This past April while Cecily, Pam, and I (Krystal) were staying at a hotel in Dallas (we had been there for The Rock & Worship Road Show), we happened to meet a really cool musician by the name of Rusty Reed, who was in town to play a show that night. Rusty saw the three of us hanging by the pool and decided to come out and play some songs for us. And in the process, brighten up our evening with his music and his sweet personality. I mean, if you know anything about us girls you know how much we love live music. So this just felt like the perfect way to end our evening and our trip to Dallas. We recently had the opportunity to speak with Rusty on the phone about his music and his life. We hope you guys enjoy listening in on our conversation. 🙂
TW: Can you tell us a little about your background, where you grew up, how you got into music?
Rusty: Well I grew up in Canton,IL. I’ve always been involved with music in some way, whether it was just listening. I grew up listening to music which was like my main thing, it was what I liked to do besides sports. When I was younger I played a lot of sports.

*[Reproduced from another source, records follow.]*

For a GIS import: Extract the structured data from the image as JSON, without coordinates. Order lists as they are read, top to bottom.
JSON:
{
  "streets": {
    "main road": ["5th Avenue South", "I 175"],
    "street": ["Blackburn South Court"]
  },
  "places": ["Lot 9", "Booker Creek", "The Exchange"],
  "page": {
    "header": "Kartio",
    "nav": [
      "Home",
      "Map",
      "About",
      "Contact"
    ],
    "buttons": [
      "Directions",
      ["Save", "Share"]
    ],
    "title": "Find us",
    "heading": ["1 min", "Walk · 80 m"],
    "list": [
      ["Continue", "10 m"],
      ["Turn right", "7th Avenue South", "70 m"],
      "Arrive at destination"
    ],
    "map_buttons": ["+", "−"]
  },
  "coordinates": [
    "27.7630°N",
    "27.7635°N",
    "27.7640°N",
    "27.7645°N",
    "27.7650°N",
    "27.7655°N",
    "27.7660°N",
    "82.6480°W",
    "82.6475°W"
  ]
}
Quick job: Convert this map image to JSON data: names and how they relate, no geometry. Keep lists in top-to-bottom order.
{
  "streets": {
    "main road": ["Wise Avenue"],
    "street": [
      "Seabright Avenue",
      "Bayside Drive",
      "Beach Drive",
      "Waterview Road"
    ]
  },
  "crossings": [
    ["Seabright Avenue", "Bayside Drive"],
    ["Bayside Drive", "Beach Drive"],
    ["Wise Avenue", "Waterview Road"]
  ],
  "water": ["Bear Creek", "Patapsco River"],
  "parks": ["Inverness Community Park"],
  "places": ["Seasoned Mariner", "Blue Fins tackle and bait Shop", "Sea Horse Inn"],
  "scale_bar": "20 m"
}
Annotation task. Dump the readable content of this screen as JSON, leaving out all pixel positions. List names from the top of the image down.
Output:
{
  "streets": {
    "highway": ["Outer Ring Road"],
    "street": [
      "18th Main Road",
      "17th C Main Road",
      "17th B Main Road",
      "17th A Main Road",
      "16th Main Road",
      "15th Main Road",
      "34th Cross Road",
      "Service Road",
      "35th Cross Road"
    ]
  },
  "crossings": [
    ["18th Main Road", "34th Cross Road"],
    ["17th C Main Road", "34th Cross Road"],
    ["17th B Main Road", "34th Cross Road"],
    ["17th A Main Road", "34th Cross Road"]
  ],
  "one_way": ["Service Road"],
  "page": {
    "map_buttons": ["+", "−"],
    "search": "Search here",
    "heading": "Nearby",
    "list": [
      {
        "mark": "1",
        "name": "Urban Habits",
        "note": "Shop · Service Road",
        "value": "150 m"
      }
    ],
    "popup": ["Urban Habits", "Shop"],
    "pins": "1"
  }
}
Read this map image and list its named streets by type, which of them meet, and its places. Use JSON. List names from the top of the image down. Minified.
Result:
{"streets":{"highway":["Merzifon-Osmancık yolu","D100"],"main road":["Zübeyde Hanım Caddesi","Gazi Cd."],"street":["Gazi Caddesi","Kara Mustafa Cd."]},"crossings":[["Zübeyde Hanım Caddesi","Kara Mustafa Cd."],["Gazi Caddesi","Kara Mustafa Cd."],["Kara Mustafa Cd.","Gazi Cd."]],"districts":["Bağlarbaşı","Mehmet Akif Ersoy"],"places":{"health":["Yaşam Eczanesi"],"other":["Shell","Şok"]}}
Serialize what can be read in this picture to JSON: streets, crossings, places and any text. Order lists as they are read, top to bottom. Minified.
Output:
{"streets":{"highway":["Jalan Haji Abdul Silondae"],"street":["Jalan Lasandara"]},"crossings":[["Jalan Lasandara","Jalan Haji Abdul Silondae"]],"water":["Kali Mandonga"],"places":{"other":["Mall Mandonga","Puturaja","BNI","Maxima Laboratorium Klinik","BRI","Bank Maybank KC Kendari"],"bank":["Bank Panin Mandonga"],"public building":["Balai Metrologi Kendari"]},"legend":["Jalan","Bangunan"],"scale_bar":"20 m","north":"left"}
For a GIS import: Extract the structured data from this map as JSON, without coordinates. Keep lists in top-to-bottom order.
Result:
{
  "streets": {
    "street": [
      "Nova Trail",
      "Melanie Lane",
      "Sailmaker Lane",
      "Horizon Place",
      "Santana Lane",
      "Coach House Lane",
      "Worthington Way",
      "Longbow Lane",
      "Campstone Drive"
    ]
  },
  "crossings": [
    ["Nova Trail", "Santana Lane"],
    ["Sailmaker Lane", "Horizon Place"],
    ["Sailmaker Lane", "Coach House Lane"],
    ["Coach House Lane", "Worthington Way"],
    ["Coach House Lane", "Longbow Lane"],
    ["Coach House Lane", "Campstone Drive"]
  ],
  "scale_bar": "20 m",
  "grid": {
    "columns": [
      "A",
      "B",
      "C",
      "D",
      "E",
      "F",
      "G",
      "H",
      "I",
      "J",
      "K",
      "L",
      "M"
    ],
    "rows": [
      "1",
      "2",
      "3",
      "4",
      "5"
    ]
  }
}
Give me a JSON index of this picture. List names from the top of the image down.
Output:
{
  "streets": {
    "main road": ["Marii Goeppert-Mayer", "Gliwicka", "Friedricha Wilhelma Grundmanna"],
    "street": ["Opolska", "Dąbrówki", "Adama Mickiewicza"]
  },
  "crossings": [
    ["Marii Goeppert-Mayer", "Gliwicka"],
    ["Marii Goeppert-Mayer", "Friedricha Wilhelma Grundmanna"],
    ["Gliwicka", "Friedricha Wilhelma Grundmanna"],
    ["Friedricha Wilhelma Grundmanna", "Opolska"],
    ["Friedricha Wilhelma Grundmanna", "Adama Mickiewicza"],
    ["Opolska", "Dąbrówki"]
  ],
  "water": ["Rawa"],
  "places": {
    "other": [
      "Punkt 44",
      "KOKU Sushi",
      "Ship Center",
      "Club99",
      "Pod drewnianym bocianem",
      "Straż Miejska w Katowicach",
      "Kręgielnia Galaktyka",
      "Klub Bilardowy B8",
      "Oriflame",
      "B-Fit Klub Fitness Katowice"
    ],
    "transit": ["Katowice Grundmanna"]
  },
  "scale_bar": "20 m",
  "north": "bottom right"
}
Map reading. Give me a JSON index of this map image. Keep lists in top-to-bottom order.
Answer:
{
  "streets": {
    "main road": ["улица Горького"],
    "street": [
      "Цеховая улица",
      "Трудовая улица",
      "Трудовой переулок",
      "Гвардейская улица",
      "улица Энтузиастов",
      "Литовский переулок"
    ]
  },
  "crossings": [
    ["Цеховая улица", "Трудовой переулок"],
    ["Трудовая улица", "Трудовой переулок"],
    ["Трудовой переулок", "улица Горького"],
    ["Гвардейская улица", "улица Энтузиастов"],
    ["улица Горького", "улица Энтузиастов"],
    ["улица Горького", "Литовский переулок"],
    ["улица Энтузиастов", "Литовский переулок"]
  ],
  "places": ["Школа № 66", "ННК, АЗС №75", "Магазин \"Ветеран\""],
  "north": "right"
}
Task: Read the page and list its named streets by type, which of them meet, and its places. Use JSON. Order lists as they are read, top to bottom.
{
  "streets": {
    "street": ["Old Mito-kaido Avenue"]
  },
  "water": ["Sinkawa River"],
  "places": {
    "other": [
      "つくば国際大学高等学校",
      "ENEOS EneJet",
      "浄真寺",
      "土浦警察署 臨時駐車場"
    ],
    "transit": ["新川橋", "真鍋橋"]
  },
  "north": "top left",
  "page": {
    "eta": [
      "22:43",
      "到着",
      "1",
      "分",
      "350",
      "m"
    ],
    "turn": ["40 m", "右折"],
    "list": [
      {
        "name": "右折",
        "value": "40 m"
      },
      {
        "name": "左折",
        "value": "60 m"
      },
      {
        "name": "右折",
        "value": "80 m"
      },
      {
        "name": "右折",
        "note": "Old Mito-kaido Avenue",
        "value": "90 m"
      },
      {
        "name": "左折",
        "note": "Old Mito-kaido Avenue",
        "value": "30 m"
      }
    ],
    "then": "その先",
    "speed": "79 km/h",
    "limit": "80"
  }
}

TW: What sports did you play?
Rusty: I played football, baseball, basketball, I played Frisbee golf, not sure if y’all ever heard of that. It’s not a very physical sport, cause all you do is walk around and throw frisbees in baskets. But it’s a lot of fun. But yeah I grew up Canton,IL, left home when I was 18 and joined the army. That’s kind of where music started for me, cause I never really played an instrument growing up. I was stationed in Hawaii, and I really fell in love with Reggae music, and Hawaiian music. I bought an acoustic guitar out there, which I really didn’t know how to play. I got out of service at 21. I started to play guitar all the time. It’s what I lived and breathed for was playing guitar. Slowly progressed, I kept learning and teaching myself songs. You know that’s the best way, to learn other people’s songs just to get a basis for the chord structure. You know like picking out melodies and trying to learn what you hear and play what you hear, it’s what helps you in adapting to your own style, it helps with building your chops I guess.
TW: What were some of the first songs you learned?
Rusty: Actually I was a big fan of The White Stripes at the time. The first song I think I learned was “I’m Gonna Pack It Up”. It’s off of one of their first albums, I think it’s either De Stijl or one of the other ones, I’m not quite sure which one it was. Real simple song in the key of “D”. I learned that one and then I learned “Redemption Song” by Bob Marley and “Black Bird” by The Beatles. “I Wish You Were Here” by Pink Floyd, “Stair Way To Heaven”. I think everyone goes through those phases. And then I kept playing guitar, then I went to school for sound. Learned about recording music. Recording studios. Got a job with The Wailers.
TW: You play with Bob Marley’s band, right? How did that come about and what has the experience been like?
Rusty: I didn’t play with them actually. Of course I jammed with them at sound checks, and stuff like that. We always messed around. I ran sound for them. [I was] The stage manager and carried their equipment and stuff around. Of course I played guitar with them a bunch. I played a show with Junior Marvin who was the lead guitar player and he’s the one that took over for Bob when Bob passed away. Me and him actually switched back on guitar and bass for a whole show, for a whole night.
TW: Can you tell us about your band the “Big Creek Collective”?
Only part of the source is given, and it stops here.